Another Kelo-type Failure in the Making In D.C.?

Don’t look now, folks, but it looks like the “new” redevelopment project in D.C., the one that has been in the works longer than the duration of World War II, and that has that wiped out a slew of local businesses in Skyland, an existing older shopping center, in order to produce a new, new, improved shopping center, is on the verge of  going down the tubes. To get some of the details check out our fellow blogmeister, Robert Thomas’ post of July 13, 2013, If This Wasn’t So Depressing (and Predictable), It Might Be Funny. Check out www.inversecondemnation.com For you pedantic types, it cites all those Skyland-related cases, so if you want to read up on it, and are into depressing judicial prose, here is your opportunity to indulge your thing.

Short version: After the condemnation and destruction of the old Skyland shopping center, Walmart was going to build a major new store on the site, but evidently yielding to union demands, the D.C. city council is on the verge of enacting (or perhaps has already enacted) a “living wage” ordinance calling for higher wages that Walmart is willing to pay.

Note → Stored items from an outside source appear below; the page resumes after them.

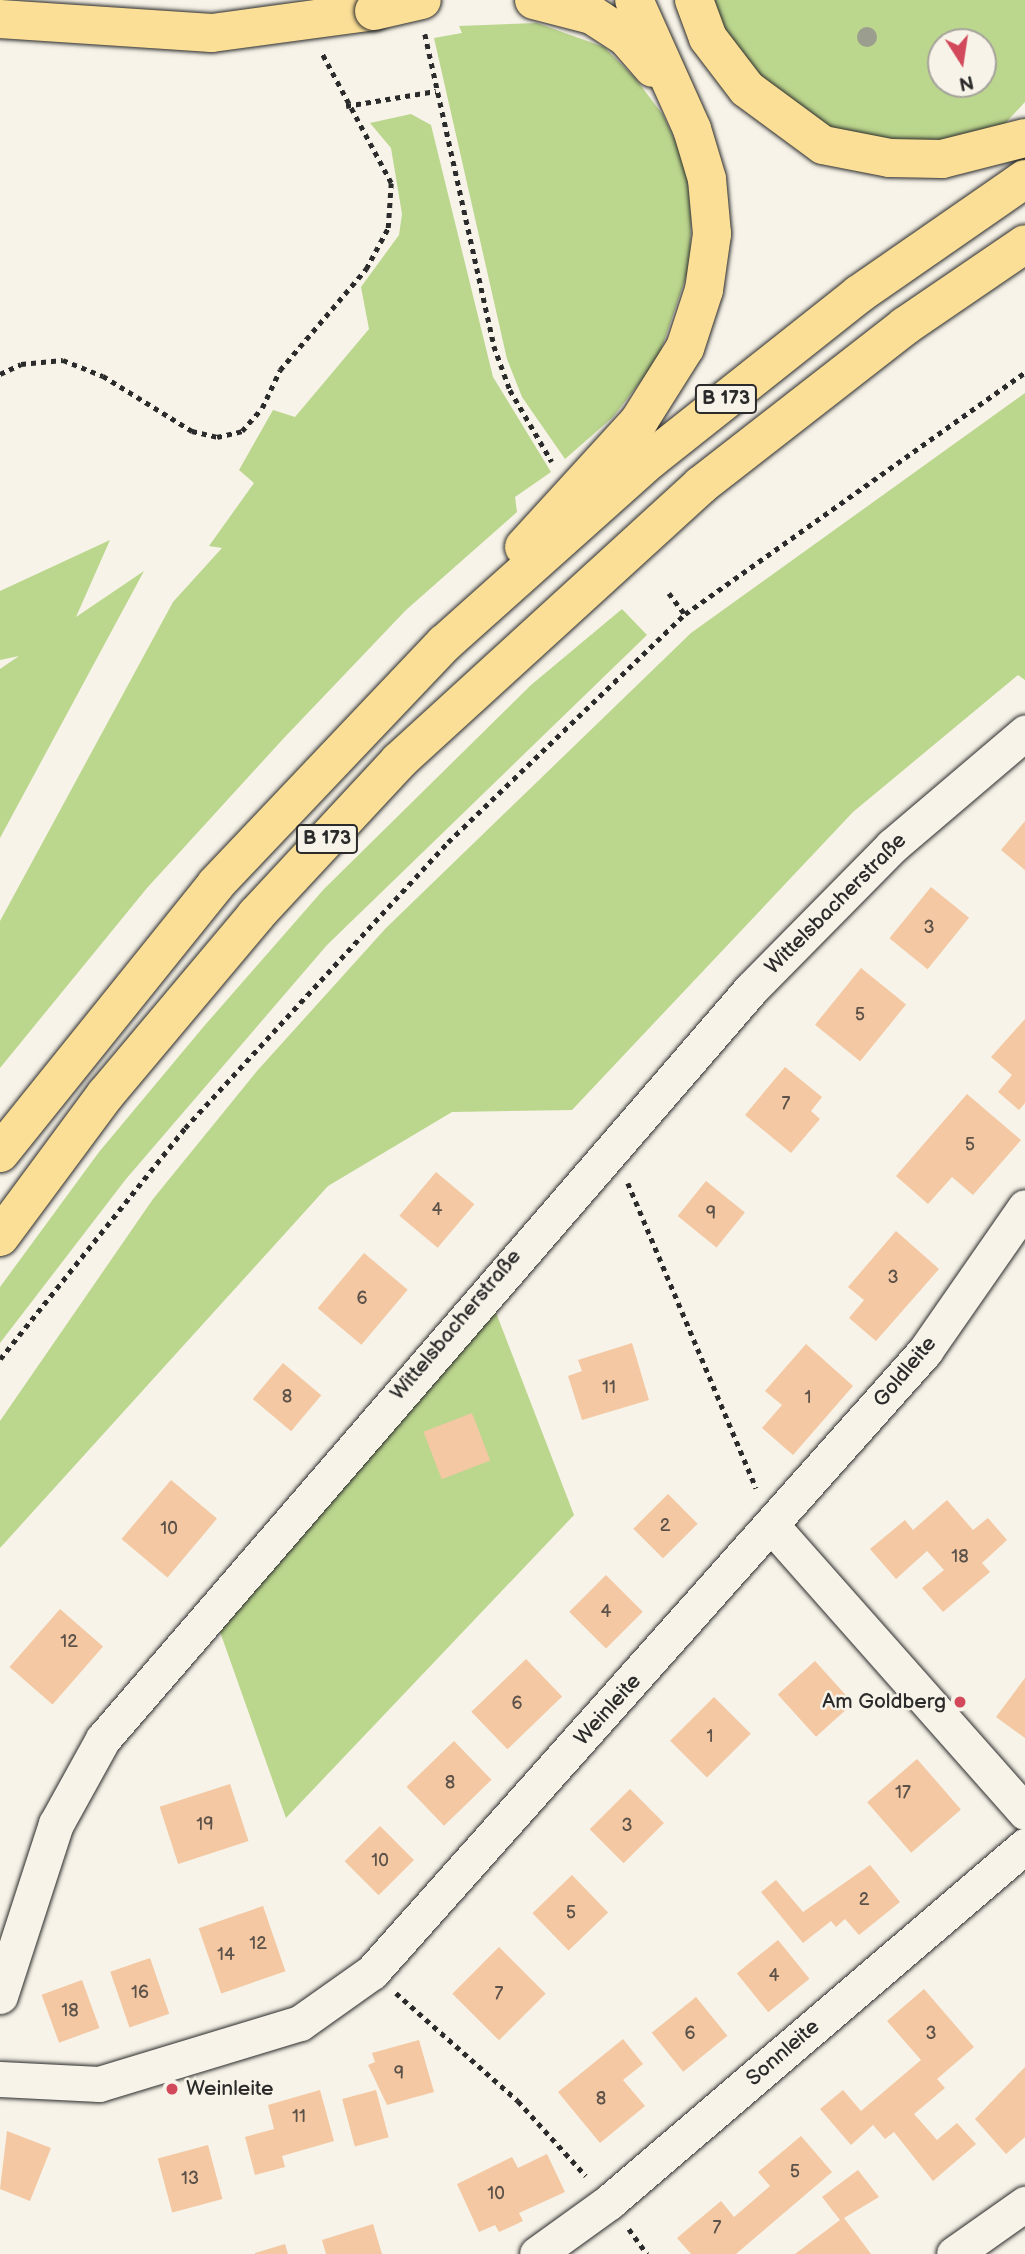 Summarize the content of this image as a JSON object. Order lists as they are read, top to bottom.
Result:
{
  "streets": {
    "main road": ["B 173"],
    "street": [
      "Wittelsbacherstraße",
      "Goldleite",
      "Weinleite",
      "Sonnleite"
    ]
  },
  "crossings": [
    ["Goldleite", "Weinleite"]
  ],
  "places": ["Am Goldberg", "Weinleite"],
  "house_numbers": [
    "3",
    "5",
    "7",
    "5",
    "4",
    "9",
    "3",
    "6",
    "11",
    "8",
    "1",
    "2",
    "10",
    "18",
    "4",
    "12",
    "6",
    "1",
    "8",
    "17",
    "19",
    "3",
    "10",
    "2",
    "5",
    "12",
    "14",
    "4",
    "16",
    "7",
    "18",
    "6",
    "3",
    "9",
    "8",
    "11",
    "5",
    "13",
    "10",
    "7"
  ],
  "north": "bottom"
} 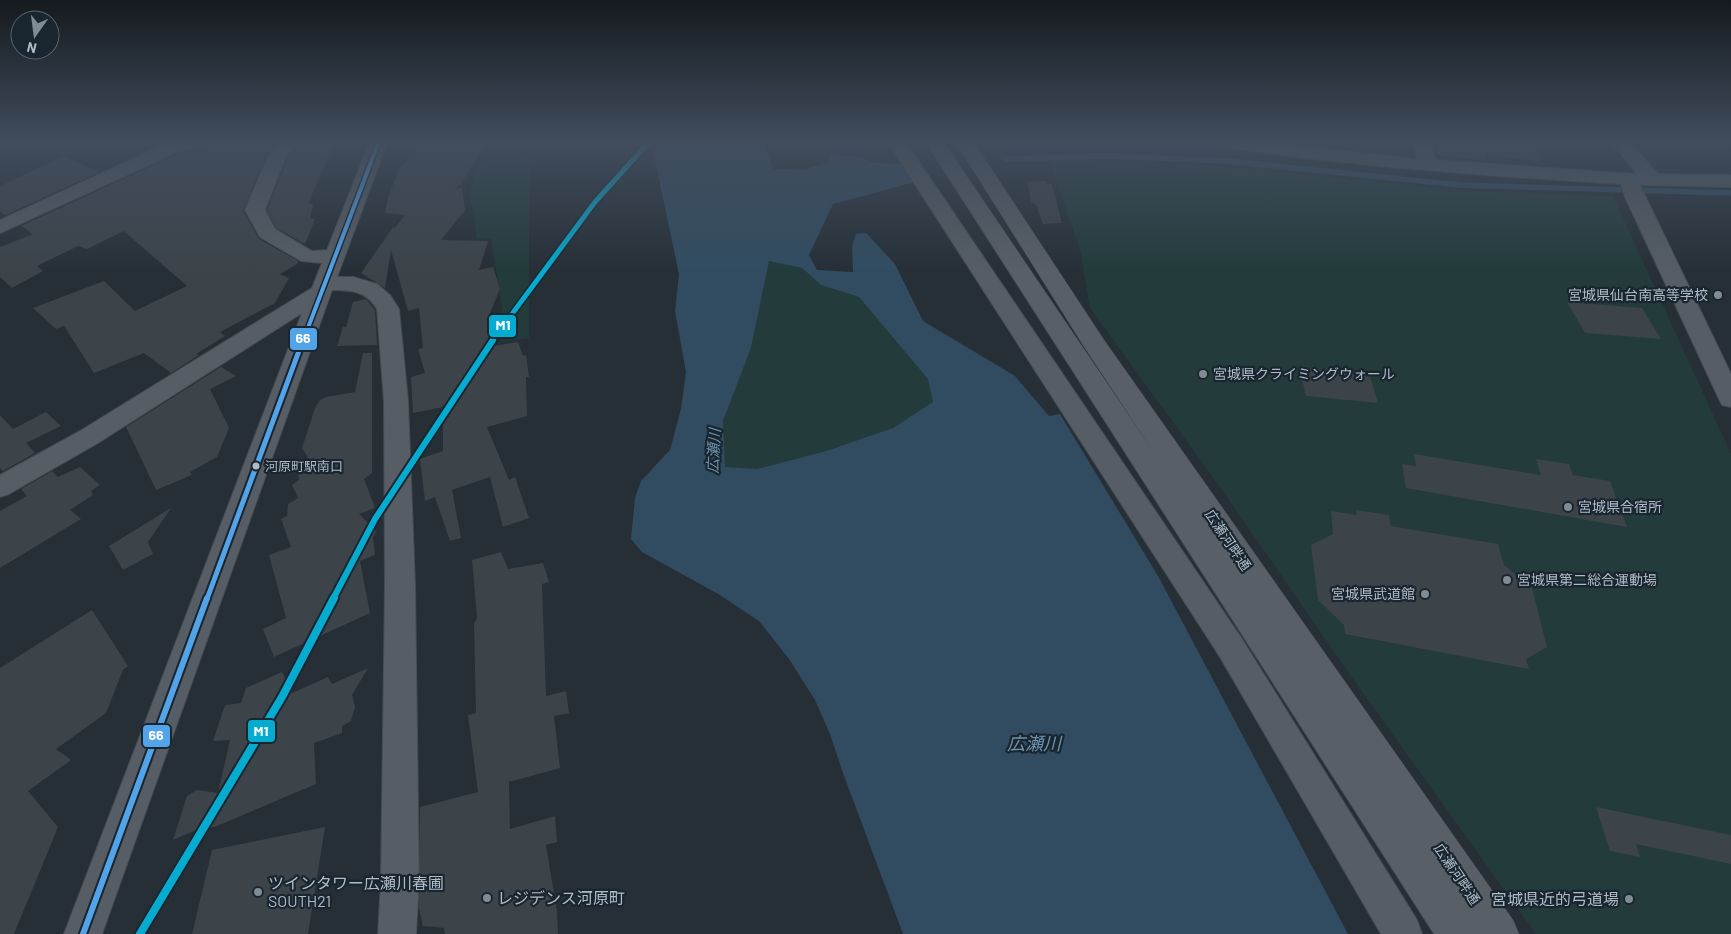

So it looks like Walmart may call the whole thing off, leaving the city holding the bag.  Walmart is not the kind of outfit that is easily pushed around by a pissant city council, so if it sticks to its guns and bails, this caper will have destroyed a functioning shopping center that provided goods and services to the local community, and instead will produce another urban wasteland. What else is new?

So keep your eye on this one folks.

Afterthought. For a copy of the Washington Post article covering this story, click here

We also learn that a few years ago, it was all the rage to publicize the supposed “fact,” if that is what it was, that Target, not Walmart, that was hotsy totsy, hot to trot to redevelop Skyland. But alas, nothing came of it. Click here for Washington Business Journal coverage of the 2005 events indicating that Target was in the saddle. But evidently, it isn’t. Target has made clear where they stand, or more accurately, where they don’t stand on this project. In the meantime we read that the District of Columbia is out $38,000,000 on this caper, evidently with nothing to show for it.

As we are fond of concluding: your tax money at work.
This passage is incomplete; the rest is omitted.